▸ **Task objective**
Look through the records and copy each line with the string "grid" in it.

***** Task data *****

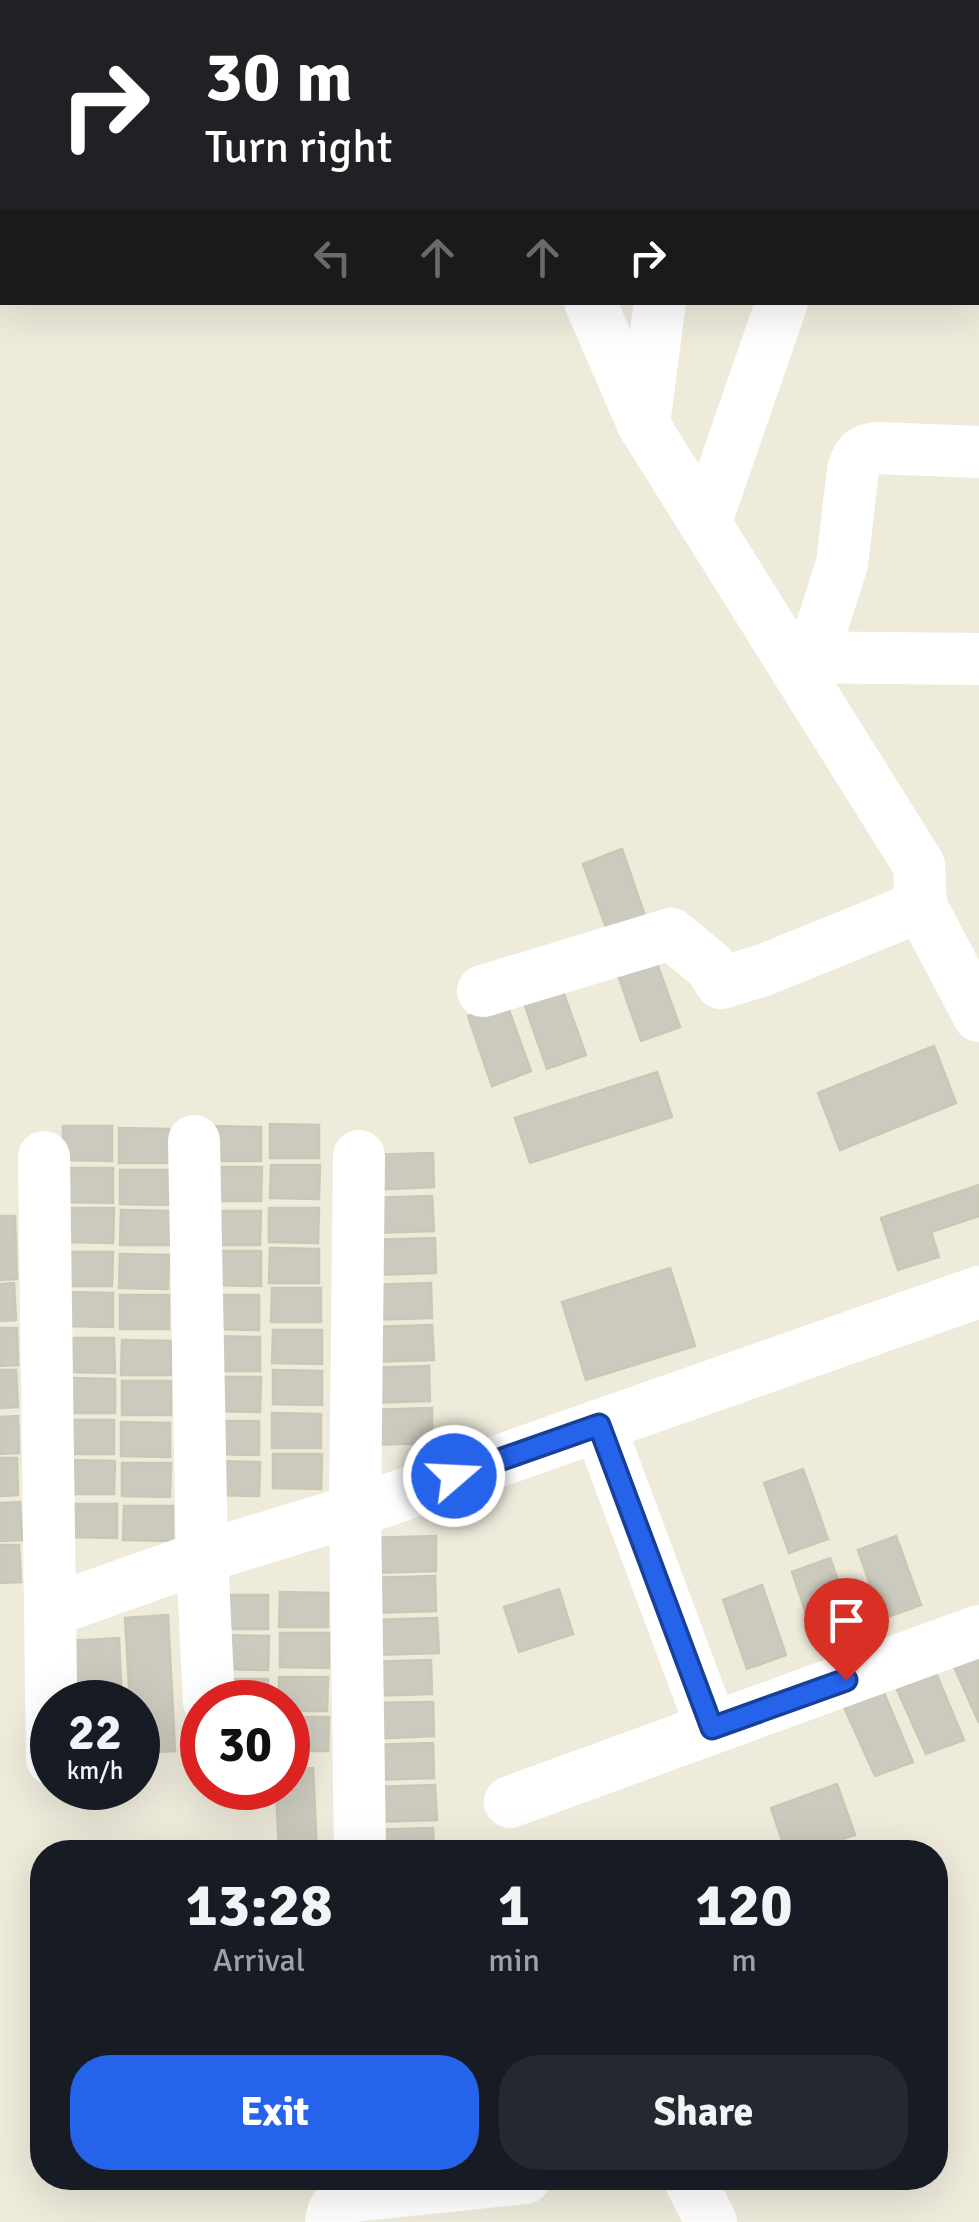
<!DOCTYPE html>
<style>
:root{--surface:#171b24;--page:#242831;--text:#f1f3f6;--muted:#9ea1a6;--accent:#2563eb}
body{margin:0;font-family:Signika,sans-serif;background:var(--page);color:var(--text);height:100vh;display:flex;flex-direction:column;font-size:38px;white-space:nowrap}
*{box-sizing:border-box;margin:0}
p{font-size:32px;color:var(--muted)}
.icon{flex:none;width:55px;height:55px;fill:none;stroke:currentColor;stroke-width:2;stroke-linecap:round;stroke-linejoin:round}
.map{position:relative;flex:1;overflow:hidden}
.panel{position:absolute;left:30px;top:1840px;width:918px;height:350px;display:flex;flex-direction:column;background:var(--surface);border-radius:40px;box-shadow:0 10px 40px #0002}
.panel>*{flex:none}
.guide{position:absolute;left:0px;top:0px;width:980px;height:305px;box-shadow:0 10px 40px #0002;background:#202124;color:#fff;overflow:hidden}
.speed{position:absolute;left:30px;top:1680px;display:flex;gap:20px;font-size:50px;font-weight:700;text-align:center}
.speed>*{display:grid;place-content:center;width:130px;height:130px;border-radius:50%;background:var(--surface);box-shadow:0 10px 40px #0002;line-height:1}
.speed small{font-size:25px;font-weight:400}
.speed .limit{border:15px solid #d22;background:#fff;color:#111}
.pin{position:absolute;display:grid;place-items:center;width:85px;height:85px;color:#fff;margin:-102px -42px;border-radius:50% 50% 50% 0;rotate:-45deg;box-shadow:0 0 10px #0007}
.pin .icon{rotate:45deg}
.me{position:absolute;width:110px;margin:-55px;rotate:71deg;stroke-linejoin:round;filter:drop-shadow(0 0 8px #0008)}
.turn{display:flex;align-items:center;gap:35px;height:210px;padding:0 40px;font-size:45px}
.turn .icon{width:130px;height:130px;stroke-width:2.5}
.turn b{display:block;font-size:70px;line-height:85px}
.lanes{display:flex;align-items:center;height:95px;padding:0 40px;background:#0003;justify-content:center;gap:50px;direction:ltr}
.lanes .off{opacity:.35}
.eta{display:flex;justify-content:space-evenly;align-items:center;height:170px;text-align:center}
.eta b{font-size:60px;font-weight:700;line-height:70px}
.cta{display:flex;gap:20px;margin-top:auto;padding:20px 40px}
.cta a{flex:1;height:115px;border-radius:40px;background:var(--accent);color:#fff;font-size:40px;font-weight:700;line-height:115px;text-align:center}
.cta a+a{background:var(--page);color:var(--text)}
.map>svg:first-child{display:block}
.building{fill:#cccabe;stroke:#cac8b5;stroke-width:2.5}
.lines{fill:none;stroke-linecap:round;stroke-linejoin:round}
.minor{stroke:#fff;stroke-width:52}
.route-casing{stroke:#184099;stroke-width:25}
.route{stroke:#2563eb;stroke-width:18}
</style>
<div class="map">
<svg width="979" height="2222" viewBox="0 0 979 2222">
<rect width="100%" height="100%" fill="#eeebdb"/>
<!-- building -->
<path class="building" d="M622 849 646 919 608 933 583 864Z
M655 958 680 1027 641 1041 617 972Z
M561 986 586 1055 547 1069 523 1000Z
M506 1002 531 1071 492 1086 468 1016Z
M934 1046 956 1103 840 1150 818 1093Z
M657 1072 672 1117 530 1163 515 1118Z
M270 1124 319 1125V1158H270Z
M63 1126H112V1161L63 1160Z
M212 1126 261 1127V1161H212Z
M119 1128 169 1129 168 1163H119Z
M433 1153 434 1187 367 1190V1155Z
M271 1165H320L319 1199 270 1198Z
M213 1167H262L261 1201H212Z
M64 1168H113V1203L64 1202Z
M120 1170H169V1205L120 1204Z
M979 1185V1216L931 1232 939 1257 898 1270 881 1218Z
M432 1196 434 1231 368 1233 366 1198Z
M65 1208H114L113 1243 64 1242Z
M269 1208H319L318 1243 269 1242Z
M121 1210 170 1211 169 1245H120Z
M212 1211H261L260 1245H211Z
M0 1216H15L17 1279 0 1280Z
M435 1238 436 1273 370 1275 369 1240Z
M270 1248 319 1249V1283H269Z
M212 1251H261V1286L212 1285Z
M64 1252H113L112 1286H63Z
M120 1254 169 1255 168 1289 119 1288Z
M670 1268 695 1346 586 1380 562 1302Z
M14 1283 16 1320 0 1321V1284Z
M431 1283 432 1318 366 1320 364 1285Z
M272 1288H321V1322H271Z
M64 1292 113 1293V1327L64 1326Z
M120 1295H169V1329H120Z
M210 1295H259V1330L210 1329Z
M432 1325 434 1360 368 1362 367 1327Z
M0 1328H17L18 1365 0 1366Z
M273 1330H322V1364L272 1363Z
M211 1336 260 1337V1371H210Z
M66 1338H114L115 1373 65 1372Z
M122 1340 171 1341V1375H121Z
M429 1366 430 1401 364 1403 363 1368Z
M0 1370H16L18 1407 0 1408Z
M273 1370 322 1371V1405L273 1404Z
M211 1377H261L260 1412 211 1411Z
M66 1378 115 1379V1413H66Z
M122 1381H171V1415H122Z
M432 1408V1443L366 1445 365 1410Z
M272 1413 321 1414V1448H272Z
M18 1416 19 1453 0 1454V1417Z
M65 1420H114V1454H65Z
M210 1421H259V1455L210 1454Z
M121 1422 170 1423V1457L121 1456Z
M273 1454H322L321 1489 273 1488Z
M0 1458H17L18 1495 0 1496Z
M66 1460 115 1461 114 1494H66Z
M211 1461 260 1462 259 1496 210 1495Z
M122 1463H171L170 1497 122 1496Z
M803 1469 828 1539 789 1553 764 1483Z
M20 1502 22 1540 0 1541V1503Z
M68 1504H117V1538L67 1537Z
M124 1506H173V1541L123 1540Z
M436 1536V1571L370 1573 369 1538Z
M896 1536 921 1605 882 1619 858 1550Z
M0 1545H19L21 1582 0 1583Z
M830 1558 855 1628 816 1642 792 1572Z
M435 1576 436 1611 370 1613 369 1578Z
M762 1585 786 1655 747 1669 723 1600Z
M559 1589 573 1634 519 1652 504 1607Z
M280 1592 328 1593V1627H279Z
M219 1595H268V1629H219Z
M168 1615 175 1751 138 1753V1702H130L125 1618Z
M437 1618 439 1653 373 1655 371 1620Z
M280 1633H329V1668L280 1667Z
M220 1635 269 1636 268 1670 219 1669Z
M119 1638 122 1702H70L66 1641Z
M979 1639V1723L947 1651Z
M930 1659 964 1740 926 1754 890 1674Z
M431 1660 432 1694 366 1696 365 1662Z
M279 1677H328L327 1711H288V1702H279Z
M218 1679H268L267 1702H218Z
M879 1681 913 1762 875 1776 839 1696Z
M433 1702 434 1736 368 1739 367 1703Z
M288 1717H329L328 1751H288Z
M433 1743 434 1778 369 1780 367 1745Z
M313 1768 317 1852H279L276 1788H288V1769Z
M837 1784 855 1835 803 1852H786L771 1808Z
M435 1785 437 1820 371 1822 370 1787Z
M433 1828 434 1852H368L367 1830Z"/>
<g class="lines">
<!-- minor -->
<path class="minor" d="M458 0 459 2
M812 2 817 0
M978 250H979
M590 302 643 424 919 865 921 906 979 1016
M644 423 660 302
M705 524 782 302
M789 657 979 659
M812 657 842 564 853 470C858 455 861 449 878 448L979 452
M483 991 671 934 710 966 721 983 764 970 921 906
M194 1141 202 1557 209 1702
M359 1156 355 1510 360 1852
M44 1157 52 1759
M599 1425 712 1728
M50 1611 202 1557 382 1502 979 1292
M510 1802 979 1631
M689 2178 711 2222
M331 2222C333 2206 339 2201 354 2196L525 2178"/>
</g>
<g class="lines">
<defs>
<path id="route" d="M454 1476 599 1425 712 1728 846 1680"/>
</defs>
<!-- route casing -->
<use href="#route" class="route-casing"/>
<!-- route -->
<use href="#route" class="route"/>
</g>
</svg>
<div class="speed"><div>22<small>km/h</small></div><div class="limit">30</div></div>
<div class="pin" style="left:846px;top:1680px;background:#d93025"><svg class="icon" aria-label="arrive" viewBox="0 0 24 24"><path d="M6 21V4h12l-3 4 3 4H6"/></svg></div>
<svg class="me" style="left:454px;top:1476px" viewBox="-20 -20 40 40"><circle r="17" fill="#2563eb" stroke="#fff" stroke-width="3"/><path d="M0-11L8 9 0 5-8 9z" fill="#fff"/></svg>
<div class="guide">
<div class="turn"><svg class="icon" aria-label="right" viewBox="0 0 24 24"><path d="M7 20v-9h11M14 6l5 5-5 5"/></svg><div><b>30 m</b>Turn right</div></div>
<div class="lanes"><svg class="icon off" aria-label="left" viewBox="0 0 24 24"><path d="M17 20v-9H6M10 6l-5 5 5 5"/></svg><svg class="icon off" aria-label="ahead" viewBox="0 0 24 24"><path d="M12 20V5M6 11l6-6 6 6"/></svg><svg class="icon off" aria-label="ahead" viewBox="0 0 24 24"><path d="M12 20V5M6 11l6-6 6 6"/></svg><svg class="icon" aria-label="right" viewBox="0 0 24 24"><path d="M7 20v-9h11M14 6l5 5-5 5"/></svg></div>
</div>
<section class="panel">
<div class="eta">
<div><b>13:28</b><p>Arrival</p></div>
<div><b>1</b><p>min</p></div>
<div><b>120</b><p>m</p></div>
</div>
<div class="cta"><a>Exit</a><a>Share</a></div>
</section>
</div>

*****

▸ **Solution to this task**
.speed>*{display:grid;place-content:center;width:130px;height:130px;border-radius:50%;background:var(--surface);box-shadow:0 10px 40px #0002;line-height:1}
.pin{position:absolute;display:grid;place-items:center;width:85px;height:85px;color:#fff;margin:-102px -42px;border-radius:50% 50% 50% 0;rotate:-45deg;box-shadow:0 0 10px #0007}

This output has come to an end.